• Work instructions:
Report every line from the material that contains the word "place".

• Data excerpts:

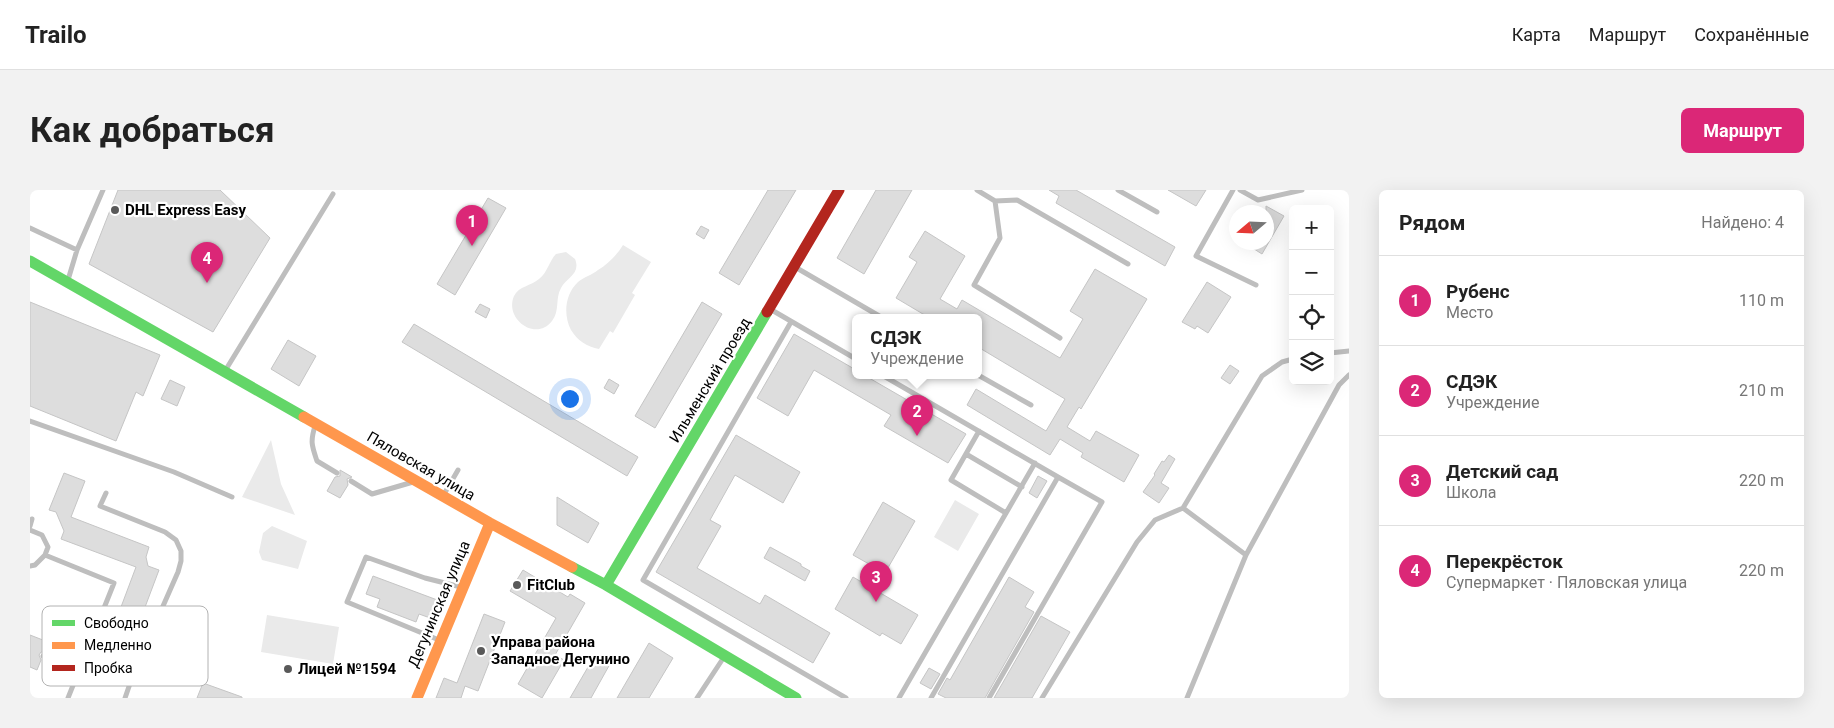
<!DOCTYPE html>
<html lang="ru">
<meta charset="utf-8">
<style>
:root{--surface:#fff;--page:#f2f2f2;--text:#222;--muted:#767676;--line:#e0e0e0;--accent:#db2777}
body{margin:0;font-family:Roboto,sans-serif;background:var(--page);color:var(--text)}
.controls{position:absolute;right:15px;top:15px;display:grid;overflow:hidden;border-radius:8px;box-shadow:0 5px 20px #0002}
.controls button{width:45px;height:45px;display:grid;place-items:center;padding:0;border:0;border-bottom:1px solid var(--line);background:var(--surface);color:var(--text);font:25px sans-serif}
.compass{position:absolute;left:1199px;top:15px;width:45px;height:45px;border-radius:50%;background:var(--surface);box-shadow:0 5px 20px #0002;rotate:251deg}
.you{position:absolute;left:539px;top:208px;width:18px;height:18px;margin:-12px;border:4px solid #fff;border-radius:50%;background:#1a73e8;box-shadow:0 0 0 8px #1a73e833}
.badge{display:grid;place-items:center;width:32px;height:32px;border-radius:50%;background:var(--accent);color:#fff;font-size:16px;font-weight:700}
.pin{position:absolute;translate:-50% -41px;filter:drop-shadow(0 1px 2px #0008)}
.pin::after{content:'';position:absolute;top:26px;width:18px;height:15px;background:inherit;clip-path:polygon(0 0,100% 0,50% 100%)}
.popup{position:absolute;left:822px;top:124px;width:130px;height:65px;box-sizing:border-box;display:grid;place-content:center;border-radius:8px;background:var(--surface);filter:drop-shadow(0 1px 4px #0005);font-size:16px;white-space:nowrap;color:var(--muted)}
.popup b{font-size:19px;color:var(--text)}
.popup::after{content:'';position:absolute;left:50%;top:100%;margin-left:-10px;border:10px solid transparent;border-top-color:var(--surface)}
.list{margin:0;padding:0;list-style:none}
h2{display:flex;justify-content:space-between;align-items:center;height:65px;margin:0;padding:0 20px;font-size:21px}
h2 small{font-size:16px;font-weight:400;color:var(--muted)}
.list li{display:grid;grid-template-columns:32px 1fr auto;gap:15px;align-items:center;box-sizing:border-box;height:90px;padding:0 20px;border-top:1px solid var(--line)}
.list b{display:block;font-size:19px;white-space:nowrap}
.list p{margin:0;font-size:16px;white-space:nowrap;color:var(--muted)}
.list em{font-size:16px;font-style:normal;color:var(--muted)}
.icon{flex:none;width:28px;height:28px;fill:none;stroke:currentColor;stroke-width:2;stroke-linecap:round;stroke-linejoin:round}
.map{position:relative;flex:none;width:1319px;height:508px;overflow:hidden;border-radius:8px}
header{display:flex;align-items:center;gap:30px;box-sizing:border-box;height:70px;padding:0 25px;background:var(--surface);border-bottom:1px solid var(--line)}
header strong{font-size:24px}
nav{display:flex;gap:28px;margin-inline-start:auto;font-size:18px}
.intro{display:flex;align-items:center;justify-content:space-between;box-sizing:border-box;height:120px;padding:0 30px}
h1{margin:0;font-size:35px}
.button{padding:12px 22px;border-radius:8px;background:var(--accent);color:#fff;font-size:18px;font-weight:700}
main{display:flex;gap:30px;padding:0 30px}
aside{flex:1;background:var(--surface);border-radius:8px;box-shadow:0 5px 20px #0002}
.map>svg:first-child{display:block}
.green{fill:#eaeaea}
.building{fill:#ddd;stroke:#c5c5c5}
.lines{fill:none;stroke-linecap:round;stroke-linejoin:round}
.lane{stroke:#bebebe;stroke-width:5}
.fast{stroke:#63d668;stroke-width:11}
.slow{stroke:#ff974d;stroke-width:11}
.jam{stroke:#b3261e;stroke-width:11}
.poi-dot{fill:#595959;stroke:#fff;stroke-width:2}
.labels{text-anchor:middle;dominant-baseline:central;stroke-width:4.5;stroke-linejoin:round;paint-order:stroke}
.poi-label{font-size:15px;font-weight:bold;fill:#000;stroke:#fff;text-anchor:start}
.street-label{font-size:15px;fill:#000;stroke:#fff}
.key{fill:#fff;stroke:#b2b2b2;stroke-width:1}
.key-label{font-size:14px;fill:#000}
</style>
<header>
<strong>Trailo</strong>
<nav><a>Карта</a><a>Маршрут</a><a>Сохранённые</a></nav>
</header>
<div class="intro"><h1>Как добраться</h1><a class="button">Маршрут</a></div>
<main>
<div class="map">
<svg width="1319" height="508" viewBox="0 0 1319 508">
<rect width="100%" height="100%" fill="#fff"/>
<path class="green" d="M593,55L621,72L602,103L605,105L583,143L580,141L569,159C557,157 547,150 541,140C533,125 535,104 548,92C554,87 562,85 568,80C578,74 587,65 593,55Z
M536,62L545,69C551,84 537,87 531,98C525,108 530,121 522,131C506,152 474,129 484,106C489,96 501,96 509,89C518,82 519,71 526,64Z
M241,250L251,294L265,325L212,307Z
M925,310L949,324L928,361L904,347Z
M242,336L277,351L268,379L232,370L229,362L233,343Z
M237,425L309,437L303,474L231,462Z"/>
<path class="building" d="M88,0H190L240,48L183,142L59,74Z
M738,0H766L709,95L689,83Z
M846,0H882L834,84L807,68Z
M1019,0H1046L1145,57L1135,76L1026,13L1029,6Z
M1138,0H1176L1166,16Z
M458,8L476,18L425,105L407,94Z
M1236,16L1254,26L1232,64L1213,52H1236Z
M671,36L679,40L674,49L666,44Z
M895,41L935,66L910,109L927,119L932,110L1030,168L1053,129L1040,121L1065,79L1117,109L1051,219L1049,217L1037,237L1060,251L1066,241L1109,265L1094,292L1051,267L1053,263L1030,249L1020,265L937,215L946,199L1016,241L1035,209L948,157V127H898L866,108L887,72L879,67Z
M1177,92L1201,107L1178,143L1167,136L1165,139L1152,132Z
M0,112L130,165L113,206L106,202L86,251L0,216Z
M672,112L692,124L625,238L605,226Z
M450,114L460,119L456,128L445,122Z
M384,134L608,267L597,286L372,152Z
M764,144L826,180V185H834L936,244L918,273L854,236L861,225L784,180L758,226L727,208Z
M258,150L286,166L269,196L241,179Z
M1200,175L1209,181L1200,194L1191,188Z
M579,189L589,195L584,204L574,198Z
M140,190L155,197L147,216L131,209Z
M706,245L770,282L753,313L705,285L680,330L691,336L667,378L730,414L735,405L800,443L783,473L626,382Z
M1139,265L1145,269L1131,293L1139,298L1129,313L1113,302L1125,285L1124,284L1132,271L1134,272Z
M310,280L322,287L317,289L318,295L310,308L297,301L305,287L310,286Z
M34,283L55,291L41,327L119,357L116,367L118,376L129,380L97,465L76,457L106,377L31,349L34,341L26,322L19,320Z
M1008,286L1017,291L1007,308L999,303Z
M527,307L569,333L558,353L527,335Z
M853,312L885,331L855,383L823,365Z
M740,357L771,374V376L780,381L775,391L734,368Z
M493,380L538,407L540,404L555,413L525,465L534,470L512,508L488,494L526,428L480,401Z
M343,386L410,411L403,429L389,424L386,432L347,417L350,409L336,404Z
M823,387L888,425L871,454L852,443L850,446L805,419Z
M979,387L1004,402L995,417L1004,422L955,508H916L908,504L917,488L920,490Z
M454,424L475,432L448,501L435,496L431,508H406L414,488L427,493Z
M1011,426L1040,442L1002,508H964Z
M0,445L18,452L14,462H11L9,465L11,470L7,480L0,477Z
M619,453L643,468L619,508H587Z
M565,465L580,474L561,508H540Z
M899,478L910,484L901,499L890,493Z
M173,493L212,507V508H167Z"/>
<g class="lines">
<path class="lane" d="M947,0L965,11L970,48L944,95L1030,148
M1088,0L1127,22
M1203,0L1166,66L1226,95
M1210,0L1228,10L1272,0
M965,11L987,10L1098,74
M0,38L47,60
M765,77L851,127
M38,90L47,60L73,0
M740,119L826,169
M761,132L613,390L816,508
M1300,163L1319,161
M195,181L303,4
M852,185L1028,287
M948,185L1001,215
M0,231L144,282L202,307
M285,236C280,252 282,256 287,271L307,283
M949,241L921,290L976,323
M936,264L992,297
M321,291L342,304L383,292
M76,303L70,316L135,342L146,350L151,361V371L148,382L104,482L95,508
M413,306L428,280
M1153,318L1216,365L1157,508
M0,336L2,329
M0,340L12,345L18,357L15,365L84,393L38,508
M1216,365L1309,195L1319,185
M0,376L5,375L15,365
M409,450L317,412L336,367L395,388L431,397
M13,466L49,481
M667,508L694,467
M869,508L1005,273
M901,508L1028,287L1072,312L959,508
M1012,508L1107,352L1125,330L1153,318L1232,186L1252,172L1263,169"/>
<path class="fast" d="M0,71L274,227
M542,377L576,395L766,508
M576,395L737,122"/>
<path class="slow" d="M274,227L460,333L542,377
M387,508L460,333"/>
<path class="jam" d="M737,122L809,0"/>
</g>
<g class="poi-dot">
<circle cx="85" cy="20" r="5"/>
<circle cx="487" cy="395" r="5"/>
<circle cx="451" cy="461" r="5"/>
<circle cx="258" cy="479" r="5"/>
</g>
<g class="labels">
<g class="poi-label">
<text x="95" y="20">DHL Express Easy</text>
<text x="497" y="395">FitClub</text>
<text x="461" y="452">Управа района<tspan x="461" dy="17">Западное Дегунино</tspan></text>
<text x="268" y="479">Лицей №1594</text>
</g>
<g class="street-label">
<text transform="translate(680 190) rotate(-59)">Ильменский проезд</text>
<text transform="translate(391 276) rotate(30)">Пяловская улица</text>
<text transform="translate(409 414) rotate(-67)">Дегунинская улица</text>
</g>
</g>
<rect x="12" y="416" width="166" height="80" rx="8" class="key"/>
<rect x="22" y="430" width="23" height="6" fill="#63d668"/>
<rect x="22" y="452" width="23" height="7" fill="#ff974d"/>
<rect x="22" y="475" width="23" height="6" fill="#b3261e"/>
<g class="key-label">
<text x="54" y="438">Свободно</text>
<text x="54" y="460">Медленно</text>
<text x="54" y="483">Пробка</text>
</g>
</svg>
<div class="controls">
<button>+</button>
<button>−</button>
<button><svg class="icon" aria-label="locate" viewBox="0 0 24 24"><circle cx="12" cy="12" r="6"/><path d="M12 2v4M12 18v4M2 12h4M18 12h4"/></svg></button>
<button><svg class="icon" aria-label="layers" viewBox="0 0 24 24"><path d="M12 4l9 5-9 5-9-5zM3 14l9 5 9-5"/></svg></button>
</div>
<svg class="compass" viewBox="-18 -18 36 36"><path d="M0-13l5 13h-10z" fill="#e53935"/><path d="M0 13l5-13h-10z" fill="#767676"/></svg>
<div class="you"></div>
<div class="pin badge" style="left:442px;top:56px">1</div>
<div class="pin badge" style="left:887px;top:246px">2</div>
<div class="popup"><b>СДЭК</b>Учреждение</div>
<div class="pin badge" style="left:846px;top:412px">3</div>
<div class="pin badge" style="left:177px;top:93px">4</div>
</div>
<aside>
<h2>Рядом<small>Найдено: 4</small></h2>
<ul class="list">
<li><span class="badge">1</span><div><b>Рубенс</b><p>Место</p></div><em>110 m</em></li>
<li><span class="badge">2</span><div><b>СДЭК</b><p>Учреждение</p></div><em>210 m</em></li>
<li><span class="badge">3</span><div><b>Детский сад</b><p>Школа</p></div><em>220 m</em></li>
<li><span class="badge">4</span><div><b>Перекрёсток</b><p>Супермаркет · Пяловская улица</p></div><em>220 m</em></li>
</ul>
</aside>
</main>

• Your response:
.controls button{width:45px;height:45px;display:grid;place-items:center;padding:0;border:0;border-bottom:1px solid var(--line);background:var(--surface);color:var(--text);font:25px sans-serif}
.badge{display:grid;place-items:center;width:32px;height:32px;border-radius:50%;background:var(--accent);color:#fff;font-size:16px;font-weight:700}
.popup{position:absolute;left:822px;top:124px;width:130px;height:65px;box-sizing:border-box;display:grid;place-content:center;border-radius:8px;background:var(--surface);filter:drop-shadow(0 1px 4px #0005);font-size:16px;white-space:nowrap;color:var(--muted)}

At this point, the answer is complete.